Chapter 1
It’s a stifling dawn, in the Moon of the Green Grass Up, summer in 1833. An eleven-year-old Cherokee, First Light, springs to her feet. There is no time to dress. There is no time to put on her Elk skin boots. Fear chills every inch of her tiny naked body. She leaps from her family’s hut as if chased by a Mountain Lion.
But, as she reaches the edge of the village, something tells her to glance over her shoulder. Monstrous flames gobble-up six special Pine Trees. She remembers what her father said when they first arrived here. ‘See my Little One, those Pine Trees stand for our family. There are six of them and six of us. Maybe we will at last rest from running from the soldiers.’
I’ve got to stop running, screams her mind. I must go back!
But in every direction, she’s mobbed by fleeing Cherokees.
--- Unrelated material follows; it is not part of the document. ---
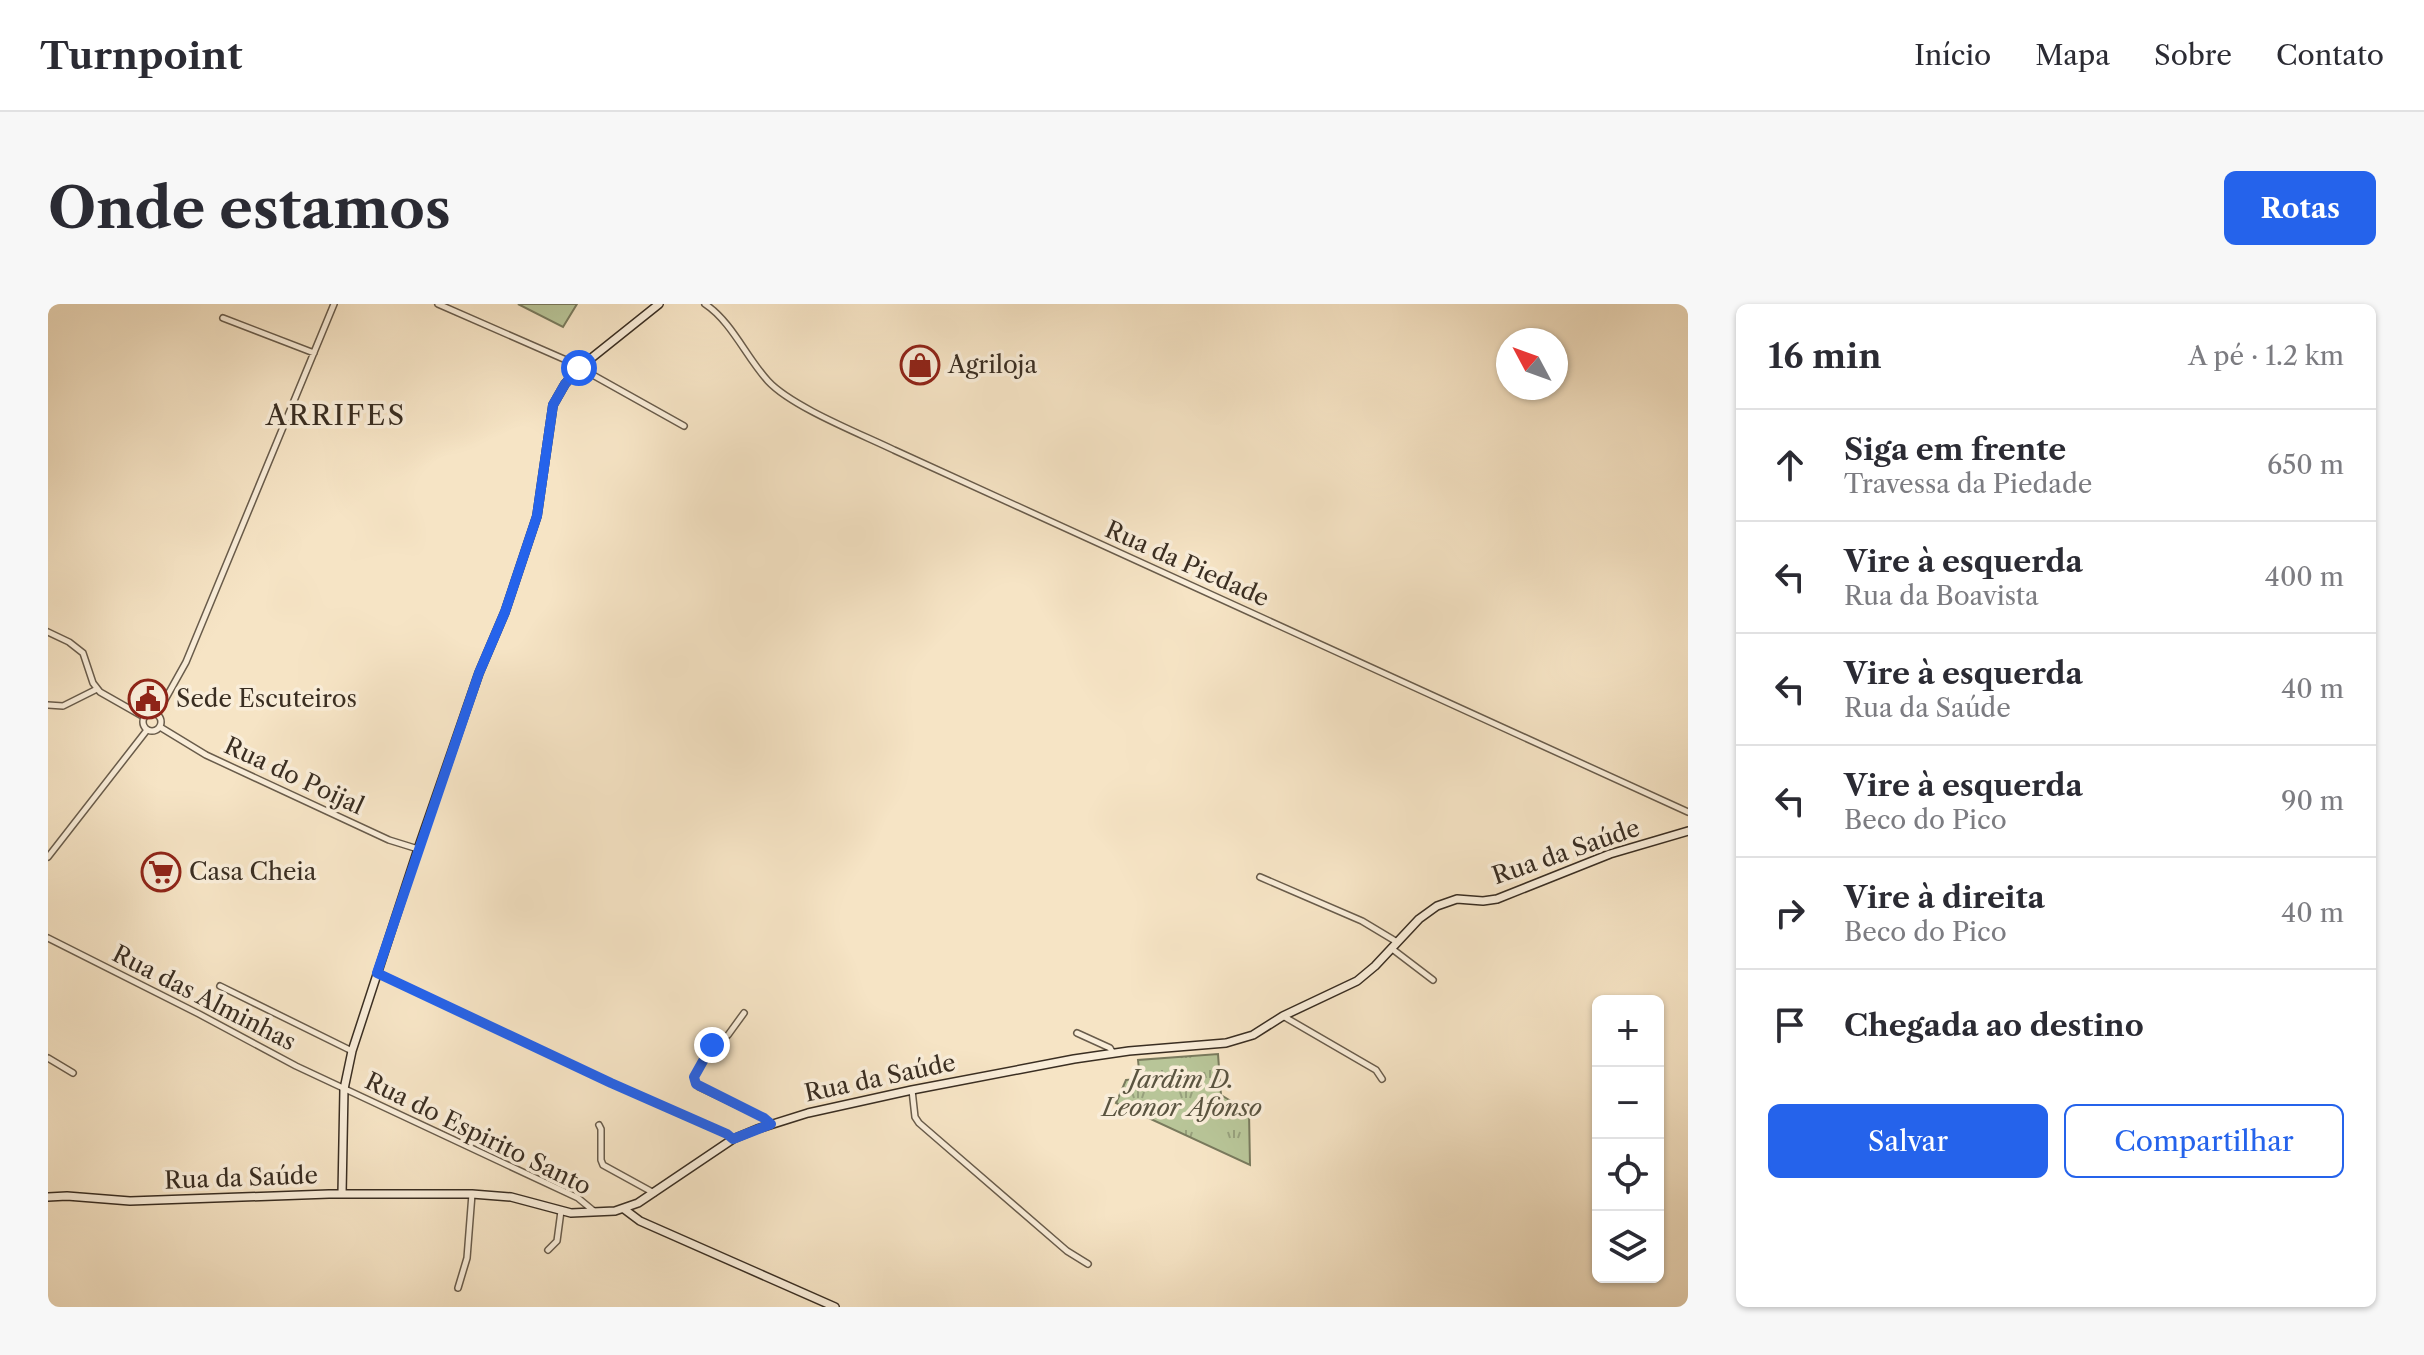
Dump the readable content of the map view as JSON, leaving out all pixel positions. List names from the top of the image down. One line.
{"streets":{"street":["Rua da Piedade","Rua do Poijal","Rua da Saúde","Rua das Alminhas","Rua do Espirito Santo"]},"crossings":[["Rua da Saúde","Rua do Espirito Santo"],["Rua das Alminhas","Rua do Espirito Santo"]],"districts":["ARRIFES"],"parks":["Jardim D. Leonor Afonso"],"places":{"shop":["Agriloja"],"public building":["Sede Escuteiros"],"supermarket":["Casa Cheia"]},"north":"top left","page":{"header":"Turnpoint","nav":["Início","Mapa","Sobre","Contato"],"buttons":["Rotas",["Salvar","Compartilhar"]],"title":"Onde estamos","heading":["16 min","A pé · 1.2 km"],"list":[["Siga em frente","Travessa da Piedade","650 m"],["Vire à esquerda","Rua da Boavista","400 m"],["Vire à esquerda","Rua da Saúde","40 m"],["Vire à esquerda","Beco do Pico","90 m"],["Vire à direita","Beco do Pico","40 m"],"Chegada ao destino"],"map_buttons":["+","−"]}}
Again, her mind screams. If these grown-up Cherokees don’t know which way to run, how am I supposed to know? But I can’t just keep standing here!
Just as she dares to take a step into the dense black smoke, she hears a soldier’s sinister voice. “I can hear you! Give up! You know I’ll catch you!”
As she runs to her left, she hears another soldier, “None of you injuns will be get away from us! Give up!”
Hysteria consumes her. There’s nowhere to run! The soldiers are everywhere!
She feels like a calf amongst huge stampeding buffalos. If I don’t run, my own people will trample me!
Then, a flash of anger dampens her hysteria. She screams at the grown-up Cherokees. “How come you are running away? What secret power do these soldiers have over you?”
Again, she hollers. But this time in a passionate prayer. “Great Spirit give me the Antelope Medicine and the Eagle Medicine! I will not be like the grown-ups! I will not run like some frighten Finch!”
She leaps as like an Antelope; over, around, and through, the grown-up Cherokees. She navigates around weaving racks, baskets, wood piles, like a soaring Eagle.
She feels her eldest brother from her heart. She imagines they’re racing. That drives her to dart through the tall field of maize with lightning quickness.
But, once in the clearing, she pleads, “Great Spirit, why can’t I see the sun? Why can’t I see the sky?” “Oh, Great Spirit!” She sinks to her knees and whispers. “The soldiers have gone too far! They’ve even burned our homes. But why have they also burned the forests? These soldiers are so evil!”